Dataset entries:
——

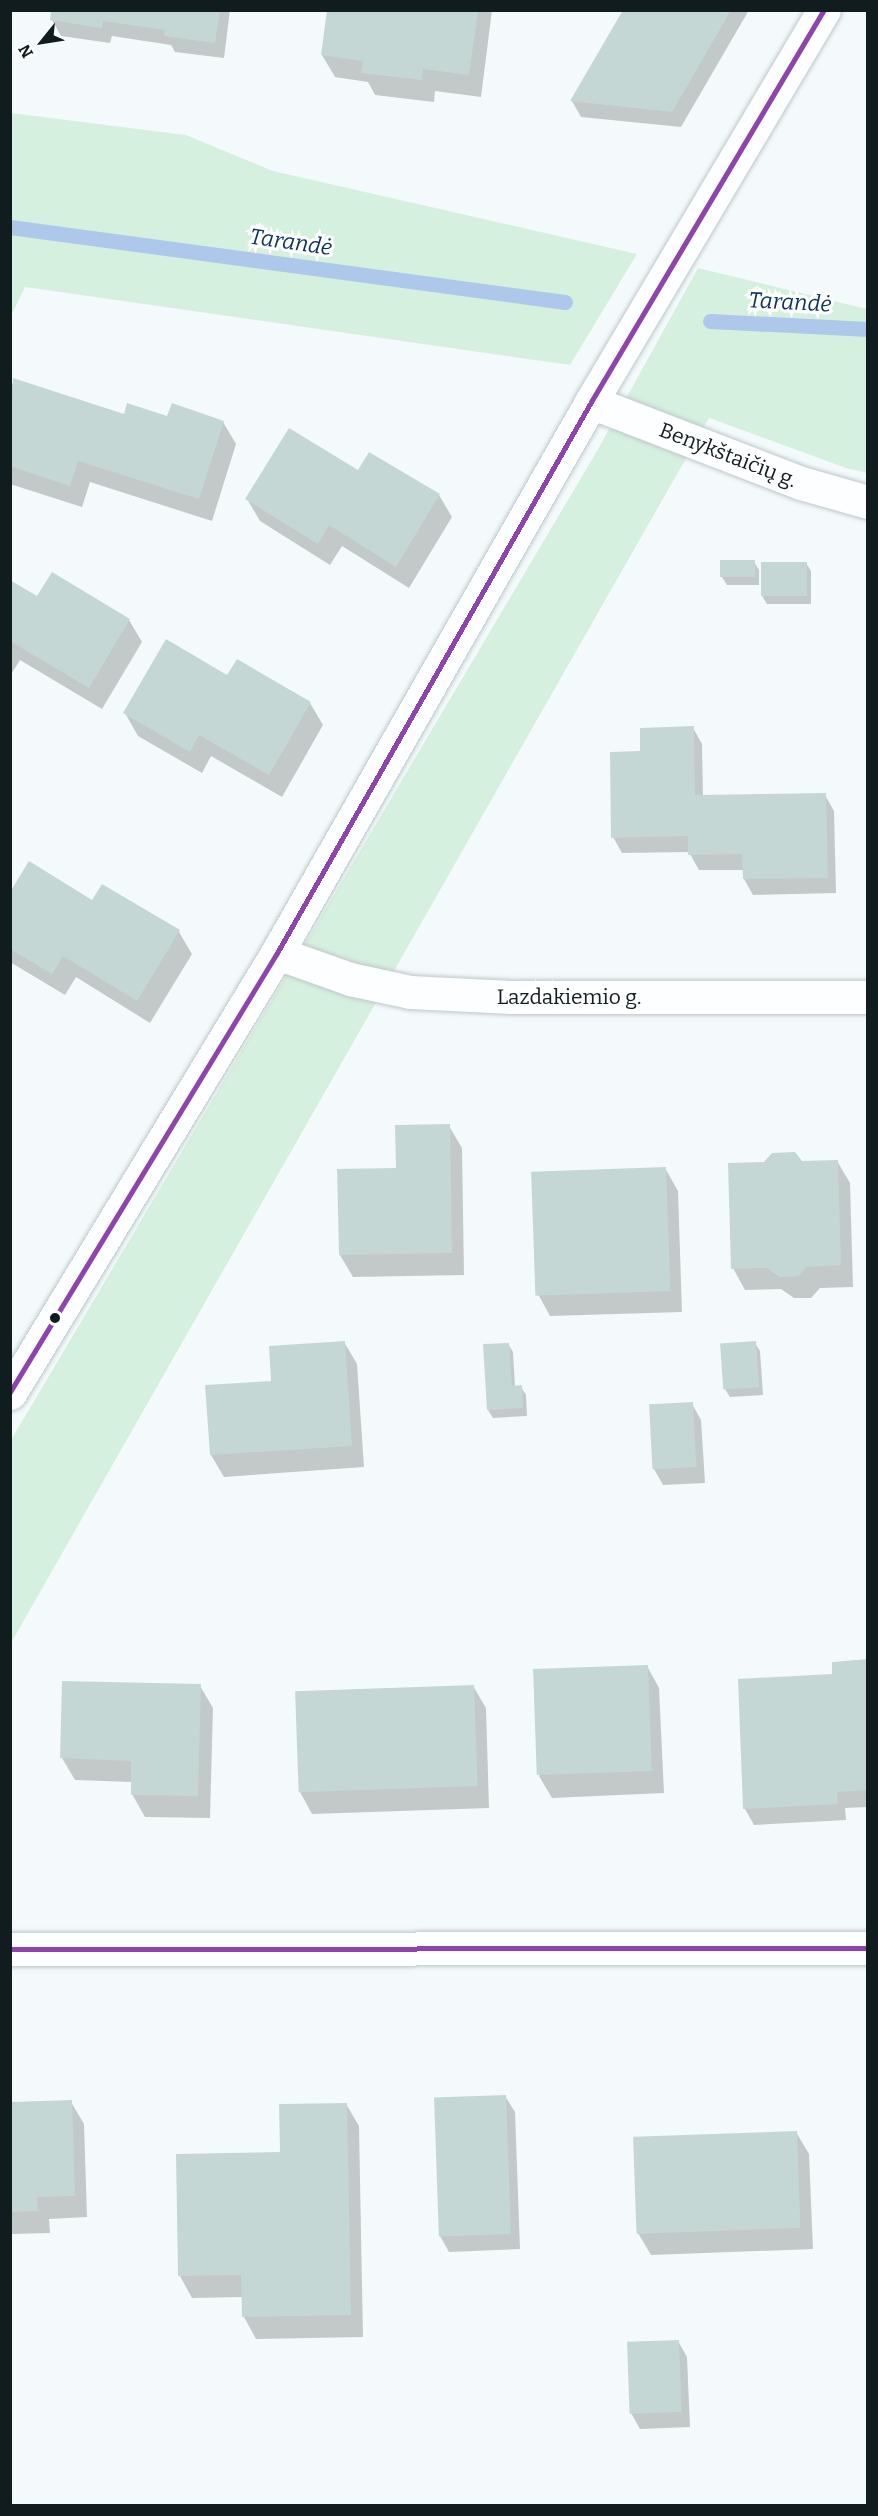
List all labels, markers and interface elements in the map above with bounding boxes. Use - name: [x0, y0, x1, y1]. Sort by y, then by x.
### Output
- north arrow: [12, 12, 72, 72]
- text: N: [15, 41, 37, 61]
- water label: Tarandė: [248, 223, 334, 261]
- water label: Tarandė: [748, 287, 832, 317]
- street label: Benykštaičių g.: [656, 417, 800, 493]
- street label: Lazdakiemio g.: [497, 984, 641, 1010]
- unlabelled marker: [49, 1312, 61, 1324]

——

*ASSIGNMENT:* Nothing may be altered when you restate the records, but every picture must be dropped.

*ANSWER FOR THE TASK:*
List all labels, markers and interface elements in the map above with bounding boxes. Use - name: [x0, y0, x1, y1]. Sort by y, then by x.
### Output
- north arrow: [12, 12, 72, 72]
- text: N: [15, 41, 37, 61]
- water label: Tarandė: [248, 223, 334, 261]
- water label: Tarandė: [748, 287, 832, 317]
- street label: Benykštaičių g.: [656, 417, 800, 493]
- street label: Lazdakiemio g.: [497, 984, 641, 1010]
- unlabelled marker: [49, 1312, 61, 1324]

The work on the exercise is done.